How do you graph #f(x)=2/(x-1)# using holes, vertical and horizontal asymptotes, x and y intercepts?

1 Answer
Apr 22, 2018

graph{2/(x-1) [-10, 10, -5, 5]}

X intercept: Does not exist
Y intercept: (-2)

Horizontal asymptote:0
Vertical asymptote: 1

Explanation:

First of all to figure the y intercept it is merely the y value when x=0

#y=2/(0-1)#

#y=2/-1=-2#

So y is equal to #-2# so we get the co-ordinate pair (0,-2)

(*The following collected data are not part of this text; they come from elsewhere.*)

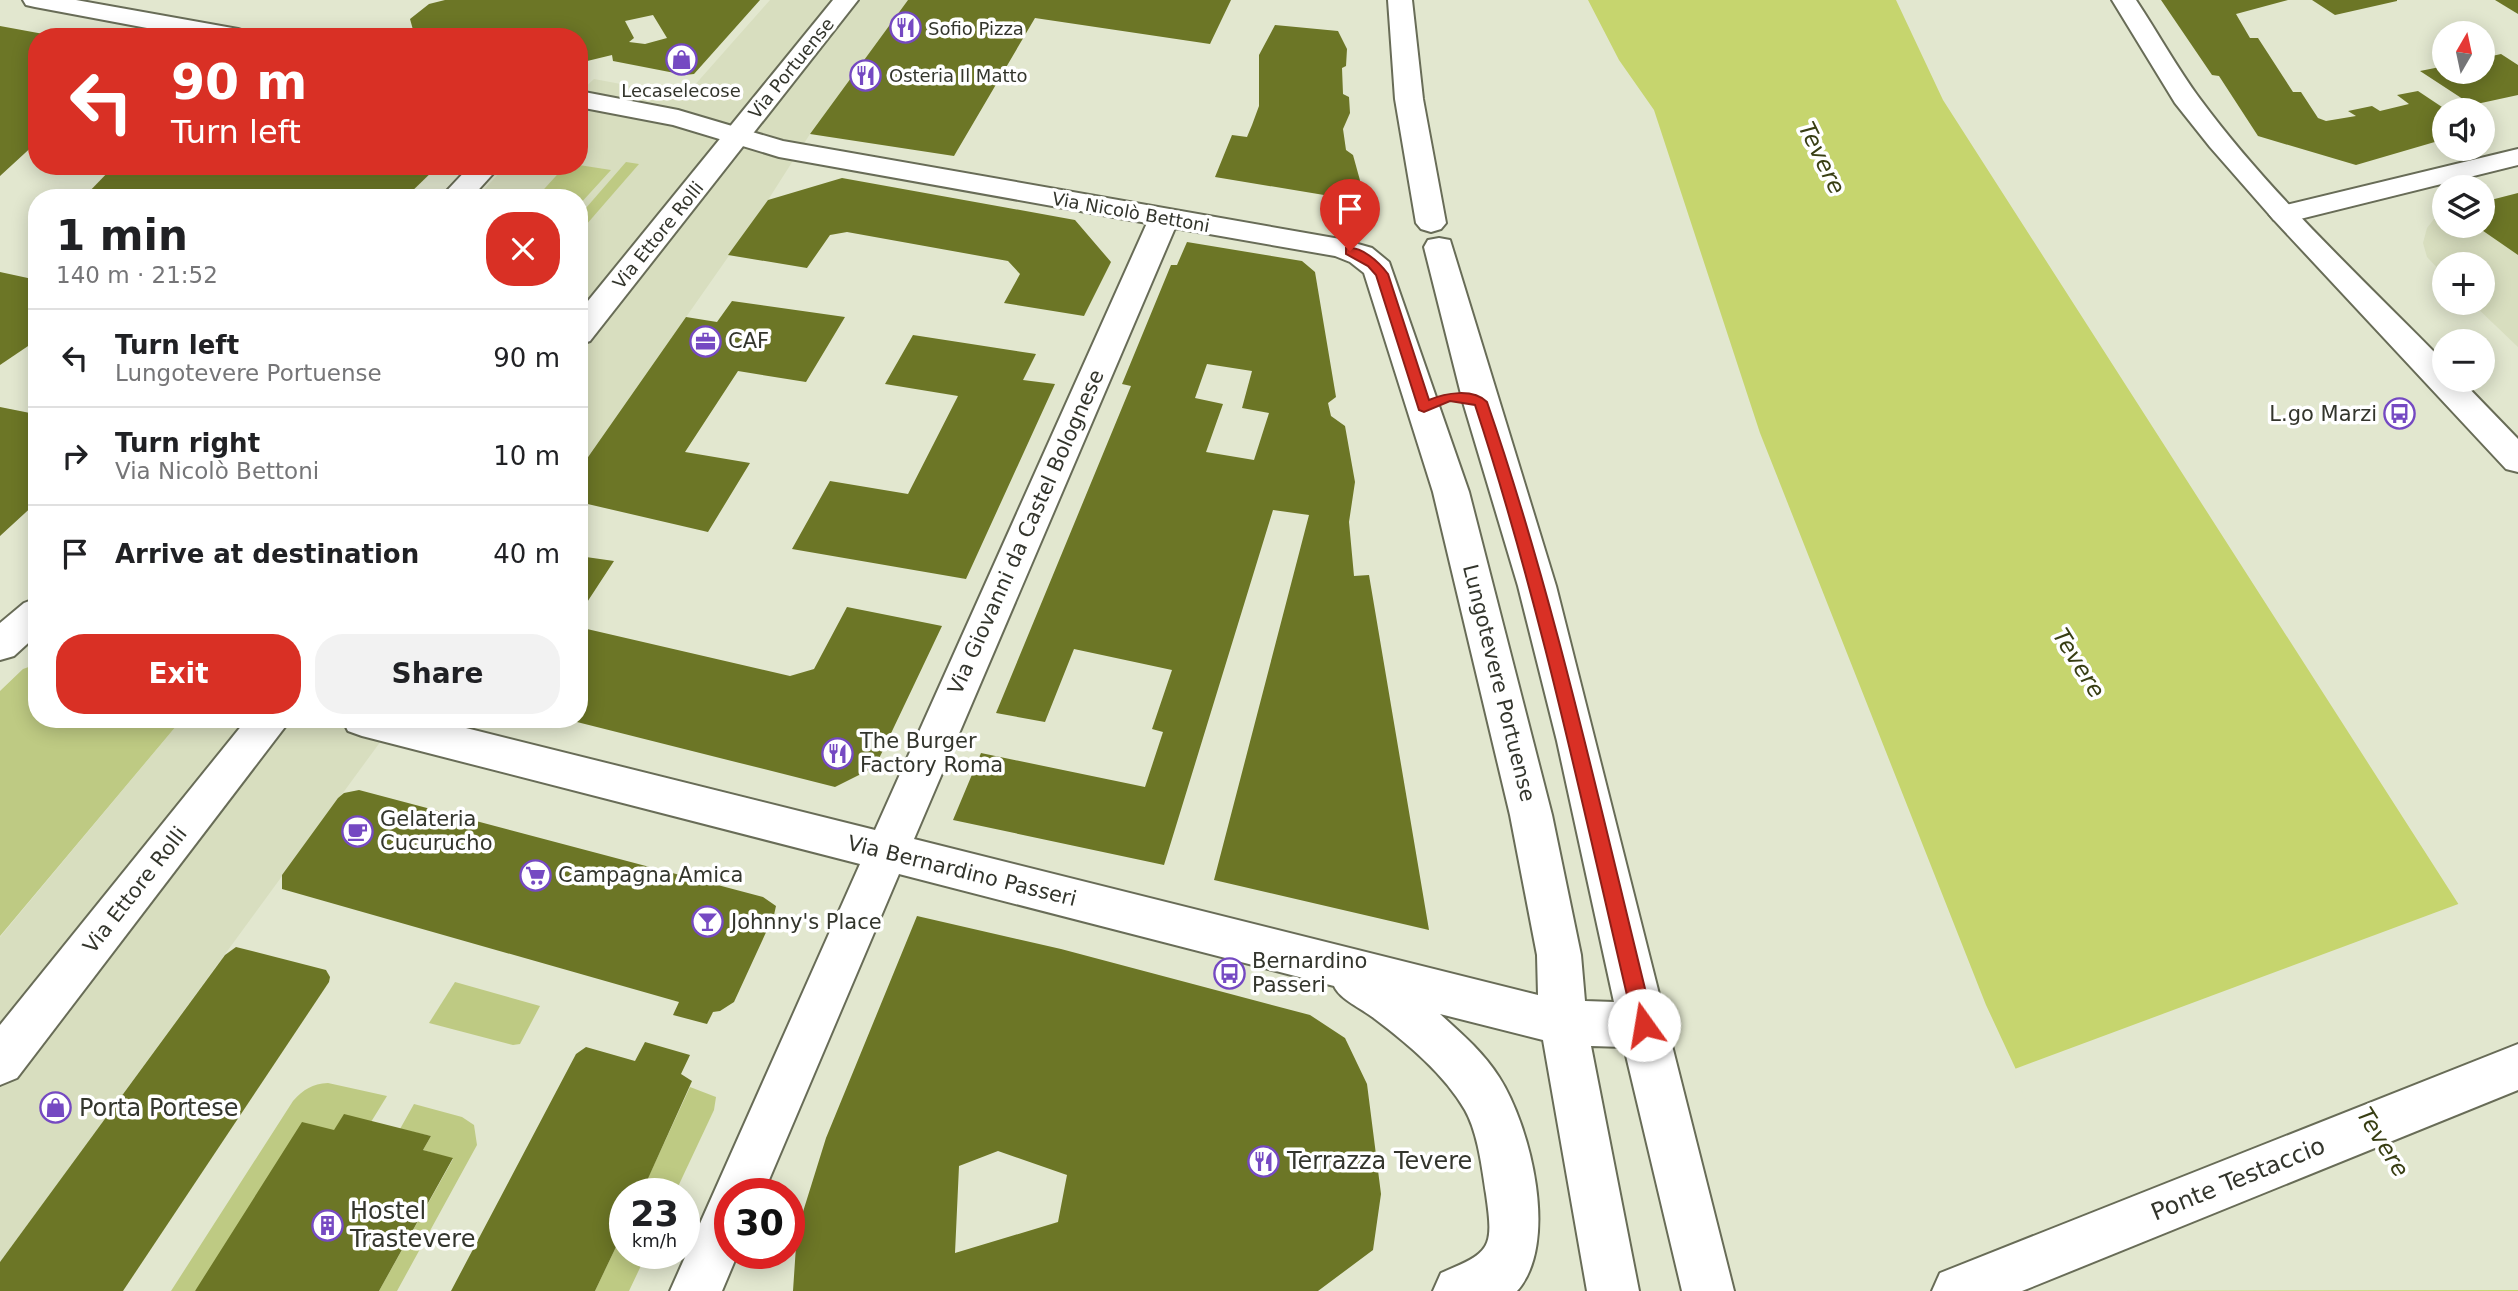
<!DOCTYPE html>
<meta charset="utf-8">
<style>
:root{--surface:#fff;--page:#f2f2f2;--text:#202124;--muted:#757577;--line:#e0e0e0;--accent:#d93025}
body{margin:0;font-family:"DejaVu Sans",sans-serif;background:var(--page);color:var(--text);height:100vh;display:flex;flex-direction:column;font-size:26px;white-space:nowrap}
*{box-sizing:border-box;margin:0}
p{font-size:23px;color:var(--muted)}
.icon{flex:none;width:38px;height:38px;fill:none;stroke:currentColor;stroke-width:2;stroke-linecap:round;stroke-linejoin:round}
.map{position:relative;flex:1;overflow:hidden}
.drawer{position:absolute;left:28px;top:189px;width:560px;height:539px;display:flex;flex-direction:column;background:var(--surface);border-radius:28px;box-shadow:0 4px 18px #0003}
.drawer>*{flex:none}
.banner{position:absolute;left:28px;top:28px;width:560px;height:147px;border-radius:28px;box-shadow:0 4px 18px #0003;background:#d93025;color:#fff;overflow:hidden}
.needle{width:46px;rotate:9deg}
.tools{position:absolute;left:2432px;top:21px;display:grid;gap:14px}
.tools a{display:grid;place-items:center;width:63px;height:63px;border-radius:50%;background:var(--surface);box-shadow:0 4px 18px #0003;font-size:35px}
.speed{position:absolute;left:609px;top:1178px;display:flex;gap:14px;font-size:35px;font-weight:700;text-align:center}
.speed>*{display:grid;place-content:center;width:91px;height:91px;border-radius:50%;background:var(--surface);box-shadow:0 4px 18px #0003;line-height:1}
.speed small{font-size:18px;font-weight:400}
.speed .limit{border:10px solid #d22;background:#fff;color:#111}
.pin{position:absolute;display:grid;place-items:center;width:60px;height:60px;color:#fff;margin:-72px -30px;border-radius:50% 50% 50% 0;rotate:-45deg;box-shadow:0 0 7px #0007}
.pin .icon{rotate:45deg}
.me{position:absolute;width:77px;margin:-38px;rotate:347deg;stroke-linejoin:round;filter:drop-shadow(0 0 5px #0008)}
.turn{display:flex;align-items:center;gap:24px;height:147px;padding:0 28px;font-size:32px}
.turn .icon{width:91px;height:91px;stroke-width:2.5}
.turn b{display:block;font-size:49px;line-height:60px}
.round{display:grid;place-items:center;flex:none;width:74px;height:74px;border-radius:28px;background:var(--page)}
.head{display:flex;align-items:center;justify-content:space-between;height:119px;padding:0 28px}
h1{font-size:42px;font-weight:700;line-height:52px}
.action{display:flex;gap:14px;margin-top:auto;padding:14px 28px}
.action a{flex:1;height:80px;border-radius:28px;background:var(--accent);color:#fff;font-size:28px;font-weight:700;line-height:80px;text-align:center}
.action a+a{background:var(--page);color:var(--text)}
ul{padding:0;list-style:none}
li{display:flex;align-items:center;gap:21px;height:98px;padding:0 28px;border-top:2px solid var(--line)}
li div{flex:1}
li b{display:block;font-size:26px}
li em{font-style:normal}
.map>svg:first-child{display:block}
</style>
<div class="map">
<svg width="2518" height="1291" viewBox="0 0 2518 1291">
<rect width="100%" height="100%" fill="#e2e7cf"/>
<g fill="#d8debf">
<path d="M770,0H908L810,134L768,200L579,470V198H476L506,166H579V93L594,79L685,96Z"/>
<path d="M2518,193V347L2472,303H2483V264H2445V276L2427,257L2423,243L2427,228L2434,219L2445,213V226H2483V202Z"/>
<path d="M182,719H397L0,1262V937Z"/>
</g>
<g fill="#beca83">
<path d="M626,162L639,164L579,233V216Z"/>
<path d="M579,165L611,170L579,205V198H536L565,166Z"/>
<path d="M37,664V719H182L0,936V691L23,669Z"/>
<path d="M455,982L540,1006L520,1044L513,1045L429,1023Z"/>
<path d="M328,1083L387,1096L371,1122L334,1130L195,1291H171L293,1101C304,1089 312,1084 328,1083Z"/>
<path d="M690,1087L716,1097L714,1110L675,1193H641Z"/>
<path d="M414,1104L462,1117L474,1125L477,1145L397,1291H379L453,1159L423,1150L431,1136L400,1129Z"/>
<path d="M625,1228V1253H647L629,1291H595Z"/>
</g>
<path fill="#c6d56e" d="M1588,0H1896L1943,100L2518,997V1291H2119L1986,1005L1760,433L1654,110L1619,60Z"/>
<path fill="#e2e7cf" d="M2461,903L2518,991V1290L2115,1291L2012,1070Z"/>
<g fill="#6c7626" fill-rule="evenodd">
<path d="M445,0H760L694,74L685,75L613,61L612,55L579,63V37H415L410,19L429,4ZM653,15L667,38L645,44L629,42L634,38L625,21Z"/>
<path d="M908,0H1231L1210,44L1035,18L954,156L810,134Z"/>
<path d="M2161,0H2288L2236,14L2250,38H2258L2293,92H2301L2318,118L2326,121L2356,116L2348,111L2372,106L2380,111L2409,104L2397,95L2418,91L2445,109V139L2356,165L2258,136L2219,76L2212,75Z"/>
<path d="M2312,0H2397V1L2335,15Z"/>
<path d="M2495,0H2518V14Z"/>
<path d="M1275,25L1338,31L1347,49L1346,66L1342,68L1343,94L1349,97L1350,113L1343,129L1346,150L1353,155L1361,184L1348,199L1215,177L1232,135L1247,137L1252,125L1259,106V55Z"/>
<path d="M0,26L49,35L37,37V142L0,176Z"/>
<path d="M2501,54L2518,65V95L2472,105L2420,71L2445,66V72H2483V58Z"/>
<path d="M114,166H438L405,198H83Z"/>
<path d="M842,178L1075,220L1111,262L1084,316L1004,303L1020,274L1008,261L847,232L830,235L807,268L728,255L768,200Z"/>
<path d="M2518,193V255L2476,226H2483V202Z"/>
<path d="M1187,242L1302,261L1315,272L1336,397L1328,403L1331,416L1345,426L1355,482L1349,522L1354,576L1369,575L1429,930L1214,880L1309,515L1273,510L1164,865L953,820L981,753L1145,787L1163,732L1152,729L1172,670L1074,649L1045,722L996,713L1131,386L1122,384L1171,265H1177ZM1207,364L1252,371L1242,408L1269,413L1254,460L1206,452L1223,404L1195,398Z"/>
<path d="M0,272L37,280V340L0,365Z"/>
<path d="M732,301L845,317L806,382L738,371L685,452L750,463L708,532L579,502V470L686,317L717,322Z"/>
<path d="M913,335L1036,354L1023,380L1055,384L966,579L792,549L830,481L908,494L958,396L885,384Z"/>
<path d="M0,407L30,413L37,407V502L0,536Z"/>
<path d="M579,556L614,561L580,613L587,629L790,676L814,669L847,607L942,626L875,767L835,787L569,720L579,719Z"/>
<path d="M359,790L763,897L776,906L774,915L734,1002L720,1011L713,1012L707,1024L673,1015L679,1002L282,889V875L338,798L344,793Z"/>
<path d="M917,916L1061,949L1310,1015L1345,1038L1367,1084L1381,1194L1373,1250L1318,1291H793L797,1231L826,1138ZM998,1151L1067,1175L1058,1222L955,1253L959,1166Z"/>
<path d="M236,947L326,970L330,977L329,982L123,1291H0V1262L225,955Z"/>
<path d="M645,1042L690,1055L681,1074L692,1081L641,1194H625V1228L595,1291H451L576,1054L586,1047L635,1061Z"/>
<path d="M344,1114L431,1136L423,1150L453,1158L379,1291H195L302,1122L334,1130Z"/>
</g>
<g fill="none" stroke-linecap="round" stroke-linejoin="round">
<defs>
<g id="minor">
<path d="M23,0H76L238,29L247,32L251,37H195L35,7L26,5Z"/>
<path d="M1388,0H1412L1423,99L1446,223L1441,229L1431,232L1421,229L1416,223L1395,99Z"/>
<path d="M579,91L678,110L783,141L1340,239L1372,248L1389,262L1469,492L1552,815L1581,955L1585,1001L1614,1002L1557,741L1518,586L1463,402L1424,247L1428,240L1439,238L1450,240L1556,586L1734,1291H1682L1624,1047L1591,1046L1639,1291H1587L1543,1040L1440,1014C1461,1033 1483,1052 1499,1077C1530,1125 1560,1243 1517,1291H1433L1441,1273C1491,1252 1494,1249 1486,1194C1482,1168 1478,1133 1465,1110C1444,1074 1408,1044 1375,1019C1363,1009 1340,1000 1334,986L899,874L763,1194H730V1253H738L722,1291H670L860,864L362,736L348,731L342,719H430L875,830L1147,223L779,157L673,125L579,107ZM1175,228L1335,256L1350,262L1364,273L1433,492L1510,815L1537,955L1538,995L914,839Z"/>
<path d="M2518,149V165L2284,223L2274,220L2269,214L2274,208Z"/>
<path d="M470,166H500L471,198H440Z"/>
<path d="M37,598V635L14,656L0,660V623L24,603Z"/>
</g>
<g id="major">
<path d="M833,0H858L590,341L579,345V312Z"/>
<path d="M2112,0H2136C2158,33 2177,68 2200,99C2271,195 2362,278 2445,363V380H2461L2518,439V472L2506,469L2274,220L2210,147L2175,103Z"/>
<path d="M247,719H291L17,1078L0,1085V1025Z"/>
<path d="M2518,1044V1090L2022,1291H1932L1940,1273Z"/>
</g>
</defs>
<use href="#minor" stroke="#686c57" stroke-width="4"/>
<use href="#major" stroke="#686c57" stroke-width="4"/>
<use href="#minor" fill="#fff" fill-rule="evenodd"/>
<use href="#major" fill="#fff" fill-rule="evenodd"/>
</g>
<path fill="#d93025" stroke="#8d1f18" stroke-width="2" d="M1346,248C1362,246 1379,262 1388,274L1429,400C1445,393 1473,388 1487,402C1557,605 1602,817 1654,1025L1651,1032L1644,1035L1637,1032L1634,1025C1585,818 1542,608 1475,405L1450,401L1424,412L1419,410L1376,275L1368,266L1346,254Z"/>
<defs>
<symbol id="restaurant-ring" viewBox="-11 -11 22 22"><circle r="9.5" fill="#fff" stroke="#7549c2" stroke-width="1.5"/><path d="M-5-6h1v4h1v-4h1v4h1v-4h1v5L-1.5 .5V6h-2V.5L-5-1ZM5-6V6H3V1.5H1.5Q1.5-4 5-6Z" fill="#7549c2"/></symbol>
<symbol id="shop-ring" viewBox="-11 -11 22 22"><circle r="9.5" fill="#fff" stroke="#7549c2" stroke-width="1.5"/><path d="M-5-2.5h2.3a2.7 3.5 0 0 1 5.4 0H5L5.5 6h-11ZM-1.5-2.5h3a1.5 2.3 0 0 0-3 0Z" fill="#7549c2"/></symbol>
<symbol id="office-ring" viewBox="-11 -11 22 22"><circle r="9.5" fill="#fff" stroke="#7549c2" stroke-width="1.5"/><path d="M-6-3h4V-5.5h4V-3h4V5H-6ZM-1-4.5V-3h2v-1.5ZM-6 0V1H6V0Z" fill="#7549c2"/></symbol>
<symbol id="bus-ring" viewBox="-11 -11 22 22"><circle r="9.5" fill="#fff" stroke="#7549c2" stroke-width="1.5"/><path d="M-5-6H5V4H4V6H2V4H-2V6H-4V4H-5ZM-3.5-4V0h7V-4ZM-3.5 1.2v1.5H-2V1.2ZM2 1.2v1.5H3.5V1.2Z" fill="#7549c2"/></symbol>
<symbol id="cafe-ring" viewBox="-11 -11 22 22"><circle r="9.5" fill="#fff" stroke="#7549c2" stroke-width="1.5"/><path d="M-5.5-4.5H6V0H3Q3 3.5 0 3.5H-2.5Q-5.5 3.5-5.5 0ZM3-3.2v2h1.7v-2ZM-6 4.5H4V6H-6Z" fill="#7549c2"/></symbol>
<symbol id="supermarket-ring" viewBox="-11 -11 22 22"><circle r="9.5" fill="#fff" stroke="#7549c2" stroke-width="1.5"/><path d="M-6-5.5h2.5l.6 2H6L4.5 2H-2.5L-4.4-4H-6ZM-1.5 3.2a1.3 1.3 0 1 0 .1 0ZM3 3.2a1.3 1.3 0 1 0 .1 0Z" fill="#7549c2"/></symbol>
<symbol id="bar-ring" viewBox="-11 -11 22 22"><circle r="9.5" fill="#fff" stroke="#7549c2" stroke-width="1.5"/><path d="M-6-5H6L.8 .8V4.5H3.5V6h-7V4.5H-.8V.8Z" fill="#7549c2"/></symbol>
<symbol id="building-ring" viewBox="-11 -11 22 22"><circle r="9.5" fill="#fff" stroke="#7549c2" stroke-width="1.5"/><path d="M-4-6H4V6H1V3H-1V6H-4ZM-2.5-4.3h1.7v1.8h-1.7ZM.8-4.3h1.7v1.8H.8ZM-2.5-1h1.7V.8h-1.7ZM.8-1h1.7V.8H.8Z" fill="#7549c2"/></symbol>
</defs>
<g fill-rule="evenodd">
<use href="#restaurant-ring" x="888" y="10" width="35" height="35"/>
<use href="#shop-ring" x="664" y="42" width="35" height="35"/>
<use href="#restaurant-ring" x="848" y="58" width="35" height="35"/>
<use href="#office-ring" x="688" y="324" width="35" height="35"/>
<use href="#bus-ring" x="2382" y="396" width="35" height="35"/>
<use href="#restaurant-ring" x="820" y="736" width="35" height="35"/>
<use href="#cafe-ring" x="340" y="814" width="35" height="35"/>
<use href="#supermarket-ring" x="518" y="858" width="35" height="35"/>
<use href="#bar-ring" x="690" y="904" width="35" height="35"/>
<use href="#bus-ring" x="1212" y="956" width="35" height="35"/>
<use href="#shop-ring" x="38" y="1090" width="35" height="35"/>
<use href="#restaurant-ring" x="1246" y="1144" width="35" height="35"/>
<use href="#building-ring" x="310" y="1208" width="35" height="35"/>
</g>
<g text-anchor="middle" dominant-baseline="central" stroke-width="7" stroke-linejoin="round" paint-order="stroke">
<g font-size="18" fill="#33352c" stroke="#fff" text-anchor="start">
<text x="928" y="28">Sofio Pizza</text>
<text x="889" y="75">Osteria Il Matto</text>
<text x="681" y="90" text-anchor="middle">Lecaselecose</text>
</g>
<g font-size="18" fill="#33352c" stroke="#fff">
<text transform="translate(791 68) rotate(-51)">Via Portuense</text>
<text transform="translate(1131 212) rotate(10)">Via Nicolò Bettoni</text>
<text transform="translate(658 235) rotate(-51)">Via Ettore Rolli</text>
</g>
<g font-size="21" fill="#33352c" stroke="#fff" text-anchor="start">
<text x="728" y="341">CAF</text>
<text x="2377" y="414" text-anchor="end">L.go Marzi</text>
<text x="860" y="741">The Burger<tspan x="860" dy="24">Factory Roma</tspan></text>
<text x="380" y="819">Gelateria<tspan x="380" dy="24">Cucurucho</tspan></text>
<text x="558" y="875">Campagna Amica</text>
<text x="731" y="922">Johnny's Place</text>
<text x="1252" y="961">Bernardino<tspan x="1252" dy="24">Passeri</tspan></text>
</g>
<g font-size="21" fill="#33352c" stroke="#fff">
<text transform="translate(1026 532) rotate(-66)">Via Giovanni da Castel Bolognese</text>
<text transform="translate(1499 683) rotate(76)">Lungotevere Portuense</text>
<text transform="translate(962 871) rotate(14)">Via Bernardino Passeri</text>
<text transform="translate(135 890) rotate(-52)">Via Ettore Rolli</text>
</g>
<g font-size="23" font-style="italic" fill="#383e13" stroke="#fff">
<text transform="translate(1822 158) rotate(64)">Tevere</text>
<text transform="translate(2079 663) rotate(58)">Tevere</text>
<text transform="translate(2383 1142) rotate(58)">Tevere</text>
</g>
<g font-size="24" fill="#33352c" stroke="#fff" text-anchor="start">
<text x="79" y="1108">Porta Portese</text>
<text x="1287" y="1161">Terrazza Tevere</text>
<text x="350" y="1211">Hostel<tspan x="350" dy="28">Trastevere</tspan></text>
</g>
<g font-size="24" fill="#33352c" stroke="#fff">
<text transform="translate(2238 1179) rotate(-22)">Ponte Testaccio</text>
</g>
</g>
</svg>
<div class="tools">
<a><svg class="needle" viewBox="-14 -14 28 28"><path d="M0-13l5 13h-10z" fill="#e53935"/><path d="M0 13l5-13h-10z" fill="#757577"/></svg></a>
<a><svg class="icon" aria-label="sound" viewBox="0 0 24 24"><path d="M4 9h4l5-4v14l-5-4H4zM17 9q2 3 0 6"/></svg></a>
<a><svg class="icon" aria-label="layers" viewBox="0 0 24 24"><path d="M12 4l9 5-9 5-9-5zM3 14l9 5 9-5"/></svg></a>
<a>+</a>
<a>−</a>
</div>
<div class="speed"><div>23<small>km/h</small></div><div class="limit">30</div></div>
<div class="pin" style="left:1350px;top:251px;background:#d93025"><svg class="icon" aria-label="arrive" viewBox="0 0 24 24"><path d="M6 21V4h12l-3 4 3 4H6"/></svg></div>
<svg class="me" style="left:1644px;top:1025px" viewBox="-20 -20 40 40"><circle r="19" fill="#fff"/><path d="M0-13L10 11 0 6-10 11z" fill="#d93025"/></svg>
<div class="banner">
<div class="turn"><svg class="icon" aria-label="left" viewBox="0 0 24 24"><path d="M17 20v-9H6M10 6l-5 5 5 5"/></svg><div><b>90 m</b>Turn left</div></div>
</div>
<section class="drawer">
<div class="head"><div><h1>1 min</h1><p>140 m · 21:52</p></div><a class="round" style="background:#d93025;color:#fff"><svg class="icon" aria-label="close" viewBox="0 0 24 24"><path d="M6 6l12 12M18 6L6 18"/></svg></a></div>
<ul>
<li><svg class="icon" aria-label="left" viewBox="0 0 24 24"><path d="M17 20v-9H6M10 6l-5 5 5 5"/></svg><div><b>Turn left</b><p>Lungotevere Portuense</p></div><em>90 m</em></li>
<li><svg class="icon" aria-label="right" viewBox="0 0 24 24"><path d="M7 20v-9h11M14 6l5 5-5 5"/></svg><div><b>Turn right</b><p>Via Nicolò Bettoni</p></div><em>10 m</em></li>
<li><svg class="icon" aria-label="arrive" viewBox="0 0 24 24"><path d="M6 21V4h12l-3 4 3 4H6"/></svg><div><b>Arrive at destination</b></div><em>40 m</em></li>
</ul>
<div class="action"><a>Exit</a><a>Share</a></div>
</section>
</div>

Next the x intercept is x value when y=0

#0=2/(x-1)#

#0(x-1)=2/#

#0=2#

This is a nonsense answer showing us that there is defined answer for this intercept showing us that their is either a hole or an asymptote as this point

To find the horizontal asymptote we are looking for when x tends to #oo# or #-oo#

#lim x to oo 2/(x-1)#

# (lim x to oo2)/(lim x to oox- lim x to oo1)#

Constants to infinity are just constants

# 2/(lim x to oox-1)#

x variables to infinity are just infinity

# 2/(oo-1)=2/oo=0#

Anything over infinity is zero

So we know there is a horizontal asymptote

Additionally we could tell from #1/(x-C)+D# that

C~ vertical asymptote
D~ horizontal asymptote

So this shows us that the horizontal asymptote is 0 and the vertical is 1.